Activity:
Within the data below, tally the lines that contain "lane" and state only the total.

----

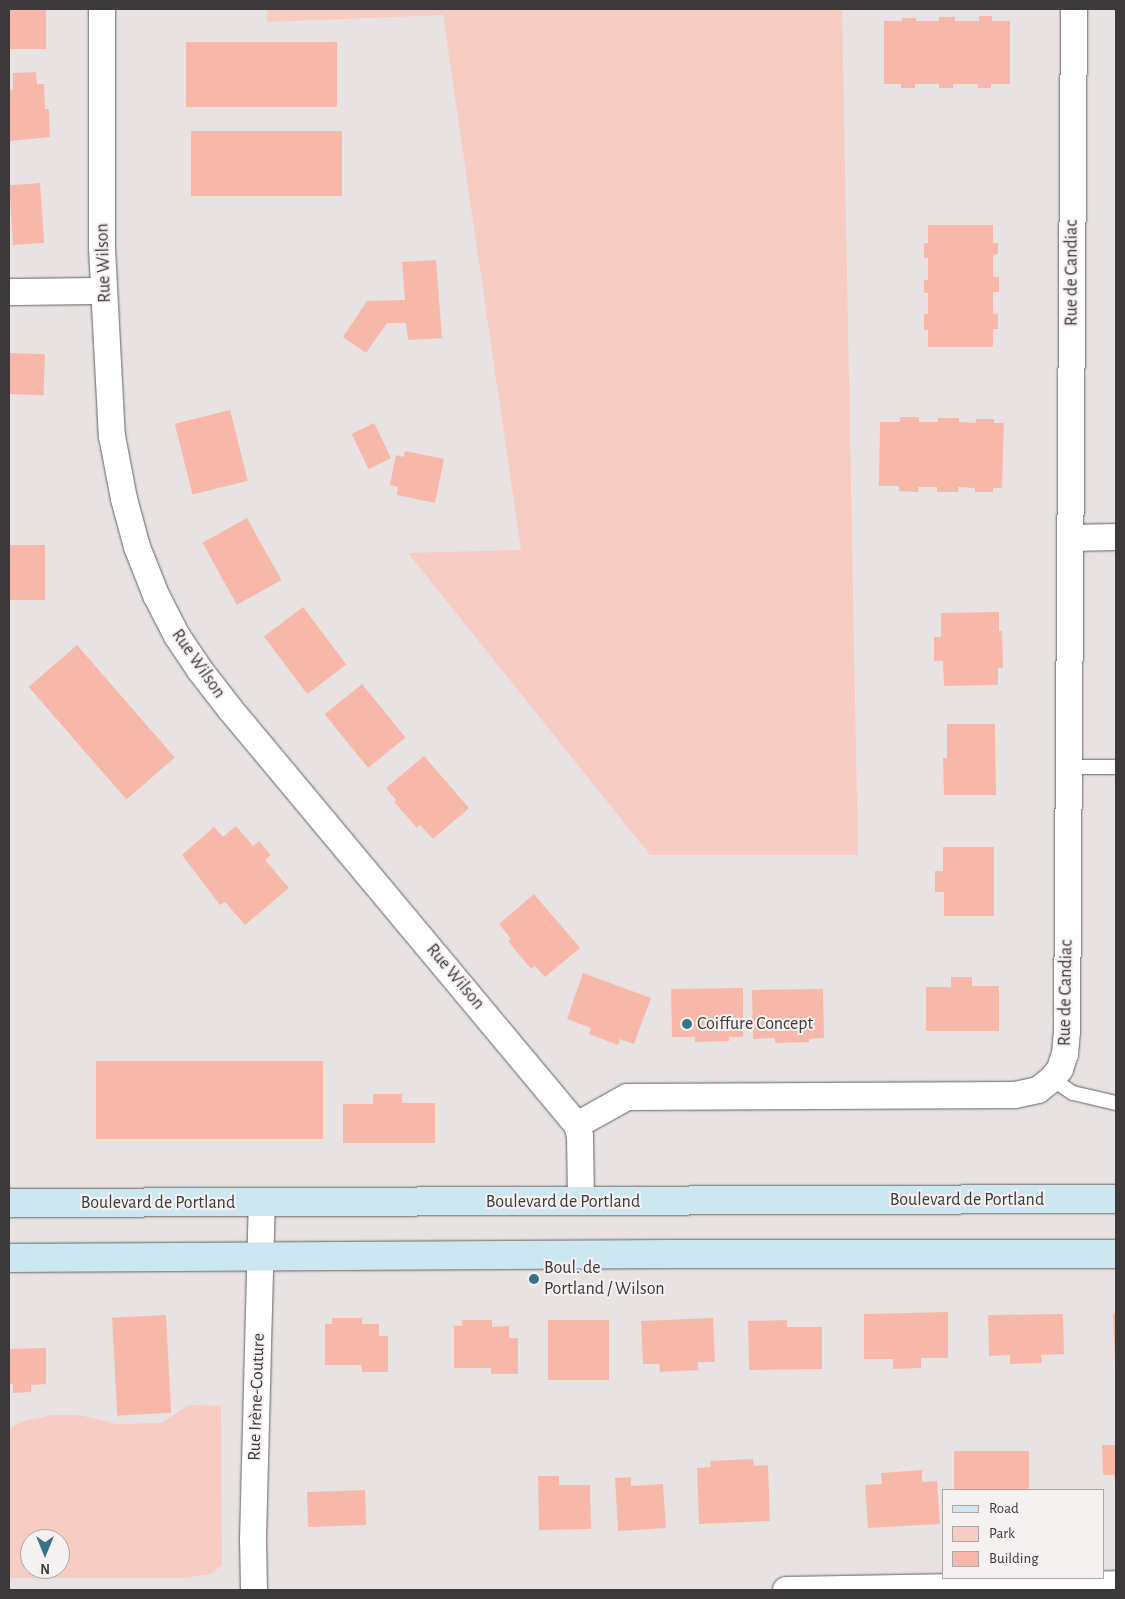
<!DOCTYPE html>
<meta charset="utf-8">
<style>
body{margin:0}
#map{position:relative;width:1125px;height:1599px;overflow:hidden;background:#e8e3e2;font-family:"Alegreya Sans",sans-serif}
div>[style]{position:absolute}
.green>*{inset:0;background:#f7ccc2}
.building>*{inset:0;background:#f7b8a9;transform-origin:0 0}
.roads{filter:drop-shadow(0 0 1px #646160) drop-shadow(0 0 1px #646160)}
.lane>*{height:14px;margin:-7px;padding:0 7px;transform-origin:7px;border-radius:7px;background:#fff}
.street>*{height:26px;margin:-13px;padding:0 13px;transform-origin:13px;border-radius:13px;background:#fff}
.secondary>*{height:28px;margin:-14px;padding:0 14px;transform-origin:14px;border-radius:14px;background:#cde7f0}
.dots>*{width:14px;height:14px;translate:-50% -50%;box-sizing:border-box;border:2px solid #f5f1f0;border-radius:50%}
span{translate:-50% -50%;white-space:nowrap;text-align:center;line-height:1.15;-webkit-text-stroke:4px #f5f1f0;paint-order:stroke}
.street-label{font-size:18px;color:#3b3939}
.poi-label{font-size:18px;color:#3b3939}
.left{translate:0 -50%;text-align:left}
.frame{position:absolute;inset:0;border:10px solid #3b3939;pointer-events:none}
.legend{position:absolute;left:942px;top:1489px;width:162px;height:90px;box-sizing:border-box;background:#f5f1f0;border:1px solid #aba7a7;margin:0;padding:6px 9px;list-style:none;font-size:15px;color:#3b3939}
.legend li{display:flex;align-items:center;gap:10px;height:25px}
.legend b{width:25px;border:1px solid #aba7a7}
.north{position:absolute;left:20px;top:1529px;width:50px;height:50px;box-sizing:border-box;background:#f5f1f0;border:1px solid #aba7a7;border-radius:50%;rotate:180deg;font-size:14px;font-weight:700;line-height:20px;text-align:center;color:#3b3939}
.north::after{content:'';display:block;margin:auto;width:18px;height:22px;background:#36738a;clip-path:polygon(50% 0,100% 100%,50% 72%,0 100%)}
</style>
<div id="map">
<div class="green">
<div style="clip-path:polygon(267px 9px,842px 9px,858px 855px,650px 855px,408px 553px,521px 550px,443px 15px,267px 22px)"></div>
<div style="clip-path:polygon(evenodd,189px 1405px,221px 1406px,222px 1565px,211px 1574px,183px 1578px,9px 1578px,9px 1429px,21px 1422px,52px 1415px,79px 1415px,117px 1424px,161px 1423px,189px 1405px,30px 1539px,60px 1539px,60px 1569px,30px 1569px,30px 1539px)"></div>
</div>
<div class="building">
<div style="left:9px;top:9px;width:37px;height:40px"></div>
<div style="clip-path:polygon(979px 16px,992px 16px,992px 21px,1010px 21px,1010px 84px,991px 84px,991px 88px,978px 88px,978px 84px,953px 84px,953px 88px,939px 88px,939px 84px,915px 84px,915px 88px,901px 88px,901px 84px,884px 84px,884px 21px,902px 21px,902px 18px,916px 18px,916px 21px,939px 21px,939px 17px,955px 17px,955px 21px,979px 21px)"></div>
<div style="left:337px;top:42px;width:65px;height:151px;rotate:90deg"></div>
<div style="clip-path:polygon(36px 72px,37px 84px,44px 84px,45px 109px,49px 109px,50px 137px,9px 141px,9px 90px,13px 90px,13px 73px)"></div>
<div style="left:342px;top:131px;width:65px;height:151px;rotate:90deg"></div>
<div style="left:40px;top:183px;width:60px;height:31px;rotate:86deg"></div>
<div style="clip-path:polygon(928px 225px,993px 225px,993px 243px,998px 243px,998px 254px,993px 255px,993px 277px,999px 277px,999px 292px,993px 292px,993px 314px,998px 314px,998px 329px,993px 329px,993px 347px,928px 347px,928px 330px,924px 330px,924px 314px,928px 314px,928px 293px,924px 293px,924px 280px,928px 280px,928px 258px,924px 258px,924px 243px,928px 243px)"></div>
<div style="clip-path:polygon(436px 260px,442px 338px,408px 340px,406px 323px,387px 323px,366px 353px,343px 337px,367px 301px,405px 300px,402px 262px)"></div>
<div style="left:9px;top:353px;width:36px;height:41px;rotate:2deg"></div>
<div style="left:230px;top:410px;width:73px;height:57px;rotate:76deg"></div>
<div style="clip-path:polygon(900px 417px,919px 417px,919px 422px,938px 422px,938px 418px,959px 418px,959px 422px,976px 423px,976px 419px,994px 419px,994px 423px,1004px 423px,1002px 488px,993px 488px,993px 492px,975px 492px,975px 488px,958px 487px,958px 492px,937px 492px,937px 487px,918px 487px,918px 492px,899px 491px,899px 486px,879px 486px,880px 422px,900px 422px)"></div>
<div style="left:374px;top:423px;width:39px;height:25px;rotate:64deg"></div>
<div style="clip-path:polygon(405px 451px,444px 459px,435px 503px,397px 495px,398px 487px,390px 485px,396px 455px,404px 457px)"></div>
<div style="left:247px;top:518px;width:71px;height:51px;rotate:61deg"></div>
<div style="left:9px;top:545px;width:36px;height:55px"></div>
<div style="left:303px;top:607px;width:72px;height:49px;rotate:53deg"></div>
<div style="clip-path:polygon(999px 612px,999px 631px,1002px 631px,1003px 668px,998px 668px,998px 685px,944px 686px,943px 661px,934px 661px,934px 637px,941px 637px,941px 613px)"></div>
<div style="left:77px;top:645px;width:149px;height:64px;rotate:49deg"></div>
<div style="left:362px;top:684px;width:69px;height:48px;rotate:51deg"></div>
<div style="clip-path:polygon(947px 724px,995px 724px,996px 795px,944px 795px,943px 758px,947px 758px)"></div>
<div style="clip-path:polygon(424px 756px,469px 808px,433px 839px,420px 825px,417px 828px,394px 802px,396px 800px,386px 788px)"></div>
<div style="clip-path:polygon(236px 826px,253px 846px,259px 841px,271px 855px,265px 860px,289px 888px,245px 925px,225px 902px,220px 905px,182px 855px,214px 827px,223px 837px)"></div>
<div style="clip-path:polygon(943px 847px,994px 847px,994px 916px,944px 916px,944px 892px,935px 892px,935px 871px,943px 871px)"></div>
<div style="clip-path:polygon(534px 894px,580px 948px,545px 977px,535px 966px,531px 969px,508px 941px,511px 939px,499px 924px)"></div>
<div style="clip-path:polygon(583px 973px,651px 998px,634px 1044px,620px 1039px,618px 1045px,589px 1034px,591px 1028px,567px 1019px)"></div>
<div style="clip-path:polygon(951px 977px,972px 977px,972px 986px,999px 986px,999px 1031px,926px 1031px,926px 987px,951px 987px)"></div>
<div style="clip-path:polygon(743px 988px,743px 1037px,729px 1037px,729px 1041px,695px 1042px,695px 1037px,672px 1037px,671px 989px)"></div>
<div style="clip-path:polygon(823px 989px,824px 1038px,809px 1039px,809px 1042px,775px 1043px,775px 1038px,753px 1039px,752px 990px)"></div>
<div style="left:96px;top:1061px;width:227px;height:78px"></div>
<div style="clip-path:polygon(373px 1094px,402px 1094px,402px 1103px,435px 1103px,435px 1143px,343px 1143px,343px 1104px,373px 1104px)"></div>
<div style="clip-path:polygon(948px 1312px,948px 1358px,921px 1358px,921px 1368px,893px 1369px,893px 1359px,864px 1359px,864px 1314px)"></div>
<div style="clip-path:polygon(1063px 1314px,1064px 1354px,1041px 1355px,1042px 1363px,1010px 1364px,1010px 1355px,989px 1356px,988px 1315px)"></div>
<div style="clip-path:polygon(1113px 1314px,1116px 1314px,1116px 1363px,1115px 1363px)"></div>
<div style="left:166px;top:1315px;width:98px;height:54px;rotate:87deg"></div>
<div style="clip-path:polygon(332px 1318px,362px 1318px,362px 1324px,379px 1324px,379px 1336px,388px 1336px,388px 1372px,362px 1372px,361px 1365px,325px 1365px,325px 1324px,332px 1324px)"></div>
<div style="clip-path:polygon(713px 1318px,715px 1362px,698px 1362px,698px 1370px,660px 1372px,659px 1364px,643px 1364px,641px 1321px)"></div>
<div style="clip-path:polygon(462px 1320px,492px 1320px,492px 1327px,509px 1326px,509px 1338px,518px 1338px,518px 1374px,491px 1374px,491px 1368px,454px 1368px,454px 1326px,462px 1326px)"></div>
<div style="left:548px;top:1320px;width:61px;height:60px"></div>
<div style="clip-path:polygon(787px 1320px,787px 1327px,822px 1327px,822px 1369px,749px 1370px,748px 1321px)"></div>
<div style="clip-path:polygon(46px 1348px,46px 1384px,31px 1385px,31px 1392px,13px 1393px,13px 1384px,9px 1384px,9px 1349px)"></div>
<div style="clip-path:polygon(1102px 1445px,1116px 1445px,1116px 1491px,1114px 1475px,1103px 1475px)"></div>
<div style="left:1029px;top:1451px;width:39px;height:75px;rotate:90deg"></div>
<div style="clip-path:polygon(753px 1459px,754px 1466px,768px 1465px,770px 1521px,699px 1524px,697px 1468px,711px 1467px,710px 1461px)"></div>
<div style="clip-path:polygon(922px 1470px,922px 1482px,937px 1481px,940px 1524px,868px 1528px,865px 1485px,882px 1484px,881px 1473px)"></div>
<div style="clip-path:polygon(538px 1476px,559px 1476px,559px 1485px,590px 1485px,591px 1529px,539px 1530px)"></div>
<div style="clip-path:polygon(631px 1477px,631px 1486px,663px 1484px,666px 1528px,618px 1531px,615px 1478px)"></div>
<div style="left:365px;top:1490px;width:35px;height:58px;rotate:88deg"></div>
</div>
<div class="roads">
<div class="lane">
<div style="left:1068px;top:767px;width:48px"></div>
<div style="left:1052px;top:1079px;width:25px;rotate:34deg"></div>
<div style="left:1073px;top:1093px;width:44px;rotate:13.1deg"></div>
</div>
<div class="street">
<div style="left:102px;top:9px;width:239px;rotate:90deg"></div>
<div style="left:102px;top:248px;width:188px;rotate:87deg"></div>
<div style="left:112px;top:436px;width:64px;rotate:79.2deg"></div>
<div style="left:124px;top:499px;width:50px;rotate:74.8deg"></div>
<div style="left:137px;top:547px;width:52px;rotate:68.4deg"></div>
<div style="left:156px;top:595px;width:46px;rotate:62.9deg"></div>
<div style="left:177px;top:636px;width:40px;rotate:56deg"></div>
<div style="left:199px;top:669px;width:51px;rotate:52.2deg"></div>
<div style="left:230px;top:709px;width:542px;rotate:50.17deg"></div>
<div style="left:577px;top:1125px;width:11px;rotate:75deg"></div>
<div style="left:580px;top:1136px;width:66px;rotate:89.1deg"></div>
<div style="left:9px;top:292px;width:95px;rotate:-0.6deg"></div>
<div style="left:1070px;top:538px;width:46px;rotate:-1.2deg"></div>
<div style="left:577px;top:1125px;width:57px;rotate:-29.2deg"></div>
<div style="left:627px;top:1097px;width:388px;rotate:-0.3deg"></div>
<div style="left:1015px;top:1095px;width:24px;rotate:-12deg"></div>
<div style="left:1038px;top:1090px;width:18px;rotate:-38deg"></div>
<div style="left:1052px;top:1079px;width:13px;rotate:-51deg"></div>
<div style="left:1060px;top:1069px;width:16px;rotate:-72deg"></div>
<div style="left:1065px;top:1054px;width:22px;rotate:-85deg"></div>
<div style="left:1067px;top:1032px;width:1023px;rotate:-89.61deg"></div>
<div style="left:254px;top:1590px;width:51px;rotate:-91.1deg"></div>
<div style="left:253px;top:1539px;width:335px;rotate:-88.5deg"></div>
<div style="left:786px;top:1590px;width:330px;rotate:-1deg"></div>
</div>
<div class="secondary">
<div style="left:9px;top:1203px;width:1107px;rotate:-0.21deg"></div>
<div style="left:9px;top:1258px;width:663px;rotate:-0.35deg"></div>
<div style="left:672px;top:1254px;width:444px"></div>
</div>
</div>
<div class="dots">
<div style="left:687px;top:1024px;background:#36738a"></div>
<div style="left:534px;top:1279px;background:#36738a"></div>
</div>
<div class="street-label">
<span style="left:104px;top:263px;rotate:-92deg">Rue Wilson</span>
<span style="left:1072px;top:273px;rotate:-90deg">Rue de Candiac</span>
<span style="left:198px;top:664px;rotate:55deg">Rue Wilson</span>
<span style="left:455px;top:977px;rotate:50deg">Rue Wilson</span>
<span style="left:1066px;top:993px;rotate:-89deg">Rue de Candiac</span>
<span style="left:967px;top:1200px">Boulevard de Portland</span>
<span style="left:563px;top:1202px">Boulevard de Portland</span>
<span style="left:158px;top:1203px">Boulevard de Portland</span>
<span style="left:257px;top:1397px;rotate:-88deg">Rue Irène-Couture</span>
</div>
<div class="poi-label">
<span class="left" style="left:697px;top:1024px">Coiffure Concept</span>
<span class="left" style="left:544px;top:1279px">Boul. de<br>Portland / Wilson</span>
</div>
<div class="frame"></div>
<ul class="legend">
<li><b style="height:6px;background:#cde7f0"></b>Road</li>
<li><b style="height:14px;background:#f7ccc2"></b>Park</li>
<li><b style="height:14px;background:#f7b8a9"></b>Building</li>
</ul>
<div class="north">N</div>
</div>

----

Answer space:
2